Strategic Area: People - Species - Wild Places -
Content Type: Blog
Country: Colombia -

The Aliwa rainforest, a unique ecosystem that emerged from a crater 30 million years ago. 

The Aliwa forests of Colombia are home to the Sikwani people of the Aliwa-Cupepe indigenous community. The area is abundantly diverse with at least 1,500 species of animals and about 1,100 species of plants. This unique forest was formed when a crater hit the earth over 30 million years ago. Initial research expeditions have led researchers to believe there is much still to be discovered in terms of the variety of species of plants and animals. It is a common occurrence worldwide, that in areas where asteroids have made impact, biodiversity is found to be uniquely different from the rest of the region. 

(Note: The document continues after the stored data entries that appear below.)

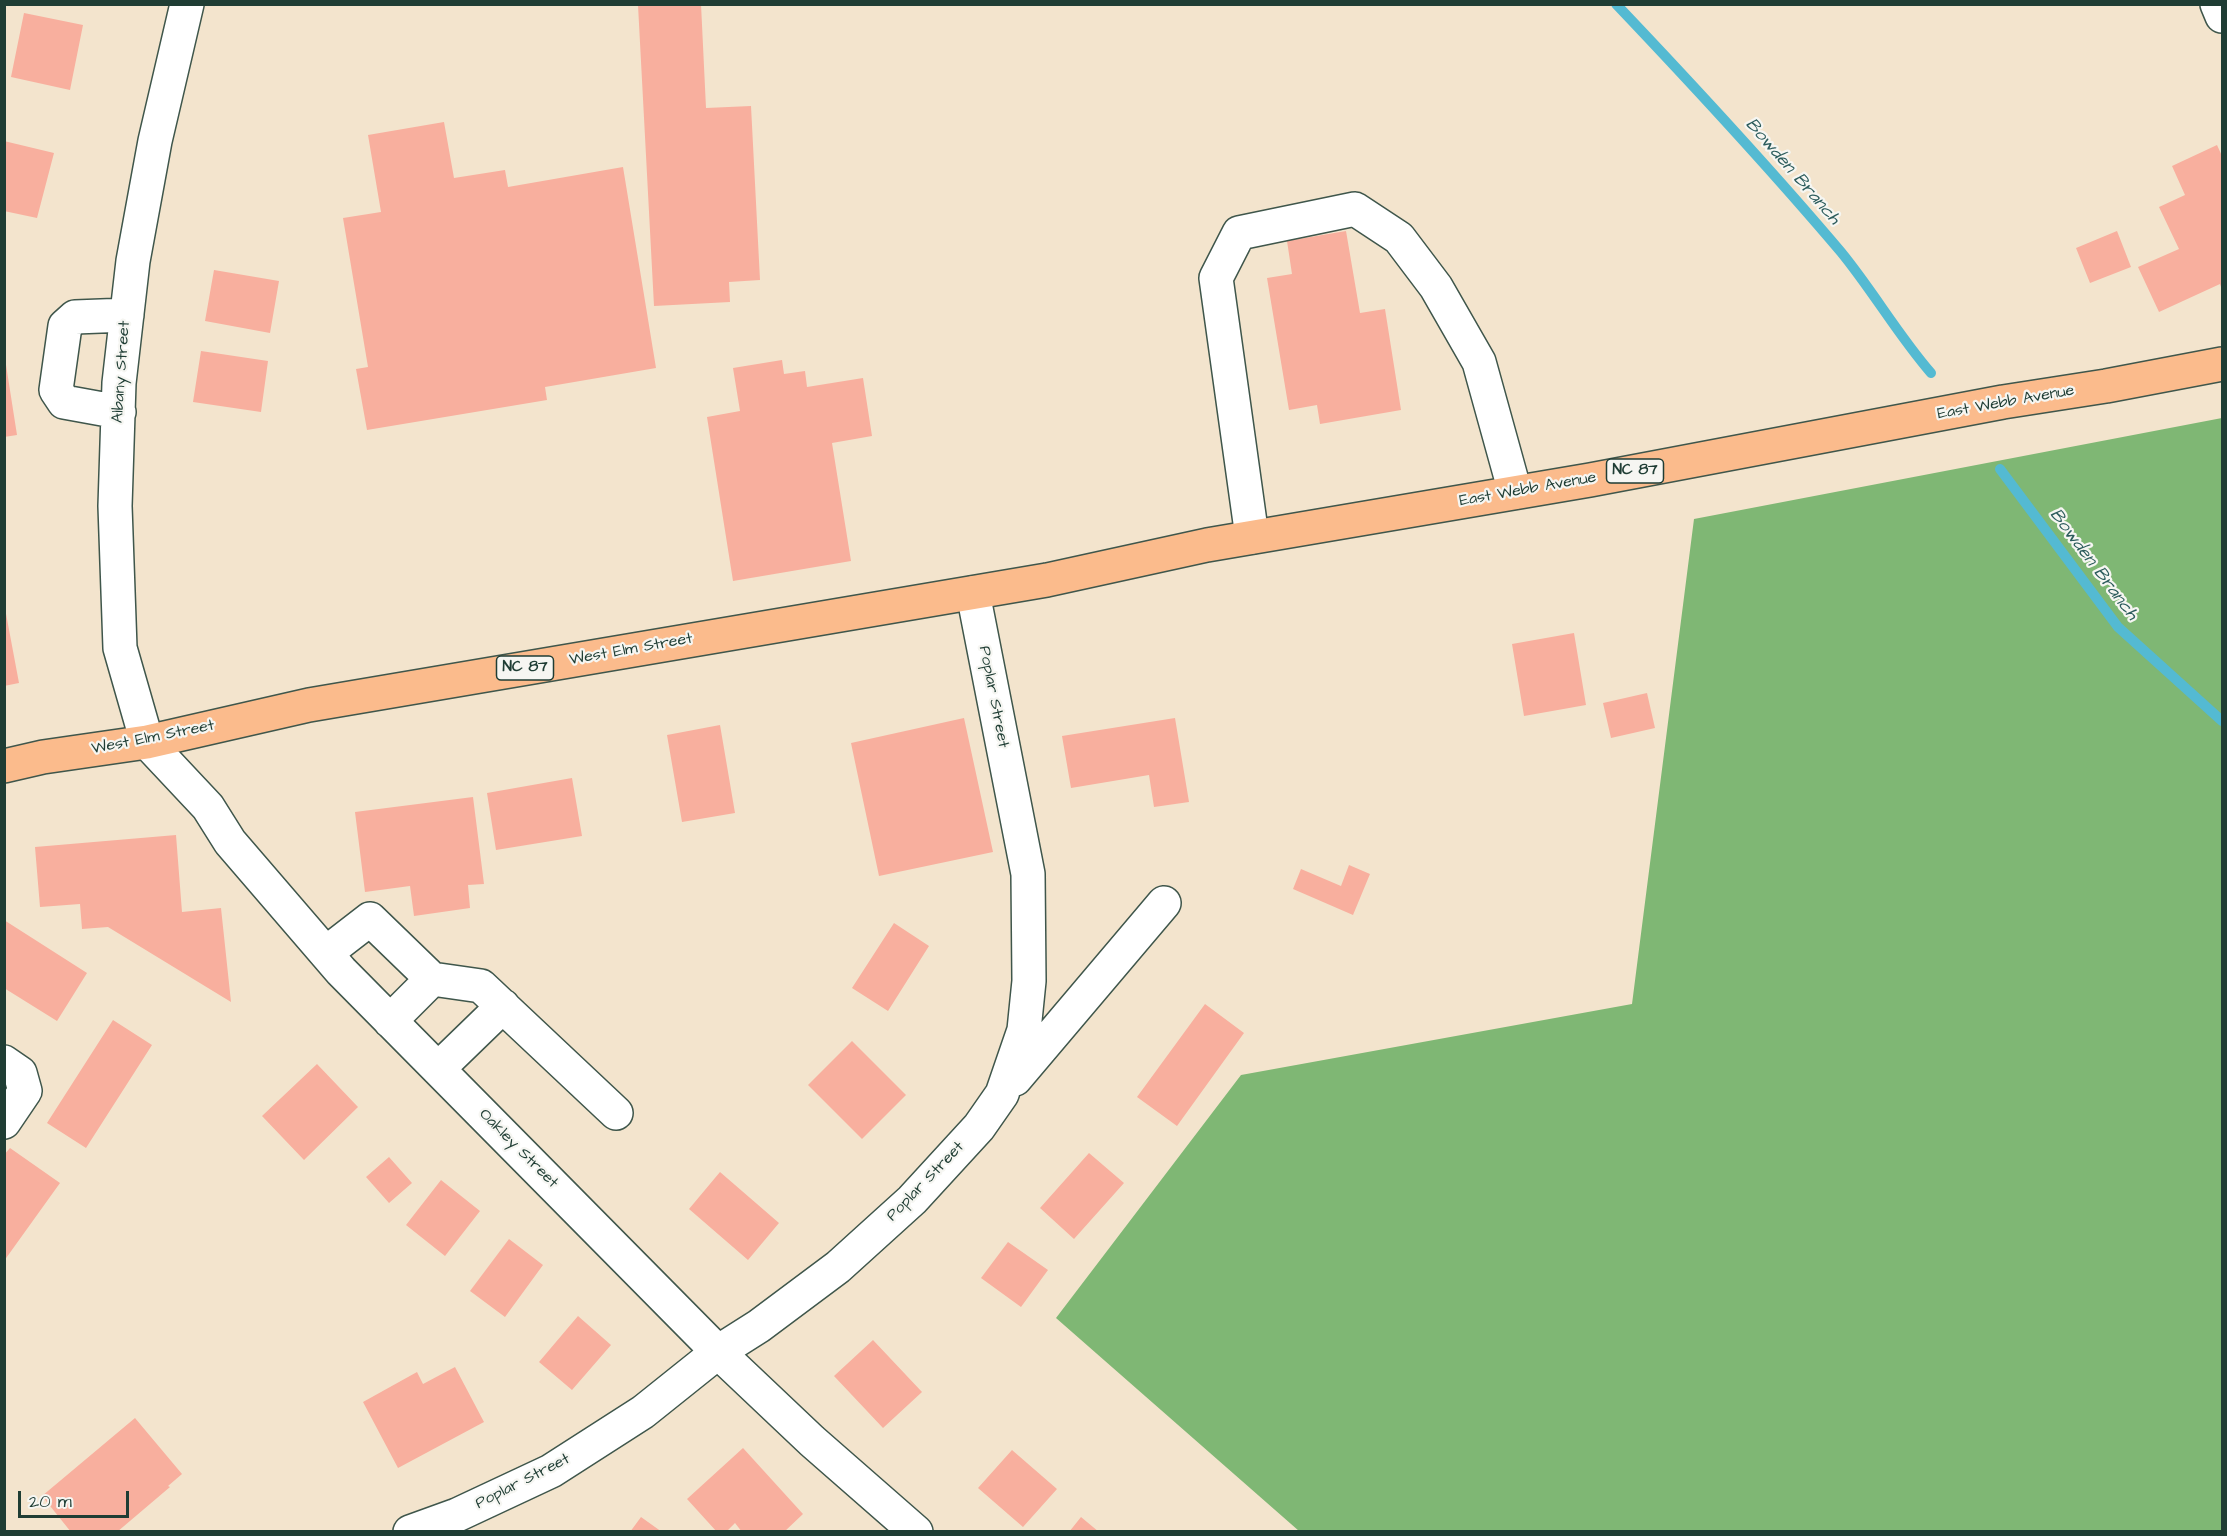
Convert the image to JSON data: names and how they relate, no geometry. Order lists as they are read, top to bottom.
{
  "streets": {
    "highway": ["East Webb Avenue", "NC 87", "West Elm Street"],
    "street": ["Albany Street", "Poplar Street", "Oakley Street"]
  },
  "crossings": [
    ["Albany Street", "West Elm Street"],
    ["Albany Street", "Oakley Street"],
    ["East Webb Avenue", "West Elm Street"],
    ["West Elm Street", "Poplar Street"],
    ["West Elm Street", "Oakley Street"],
    ["Poplar Street", "Oakley Street"]
  ],
  "water": ["Bowden Branch"],
  "scale_bar": "20 m"
}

Aliwa Kupepe Biocultural Expedition

Field expedition to the Aliwa-Cupepe Forest

Earlier this year, the project (named Salvaguardando la herencia biocultural del territorio indígena Aliwa-Cupepe) to safeguard the biocultural heritage of the Aliwa-Cupepe was initiated. This project is a joint effort between Humbodt Institute, WCS-Colombia, Traditional Indigenous Authorities, Nature and Culture International, and Re:Wild. The expedition will study the uniquely diverse range of flora and fauna found within this ancient crater. The team will also work to strengthen participatory planning for the 90 indigenous families that live in the region. 

Aliwa Forest

Vichada River in the Aliwa forest

This crater, approximately 30 miles in diameter contains an ecosystem of both the savannas of Orinoquia, and the tropical rainforest of the Amazon. It is located within the region Vichada in Cumaribo municipality of eastern Colombia. Researchers believe that there are 144 species of butterflies, 331 fish, 64 amphibians, 163 reptiles, 684 birds, and 183 mammals. Of these, it is estimated that 33 species are in danger of extinction, including the Orinoco crocodile, the morrocoy turtle, the spider monkey, the giant armadillo, the pink dolphin, the jaguar, and the Chestnut tree.
Preserving Biocultural Heritage

More than 90 families of the Aliwa-Cupepe community live in the region of the crater

With this incredible group of international organizations, including the Indigenous Traditional Authorities, Nature and Culture International’s objective is to use this project as a biological expedition and participatory planning opportunity for territory conservation. Safeguarding the Aliwa forests and its biocultural heritage will protect the diverse wildlife and traditional knowledge of the region. The region is currently under threat of colonization for extractive activities.
Read the Spanish news release here.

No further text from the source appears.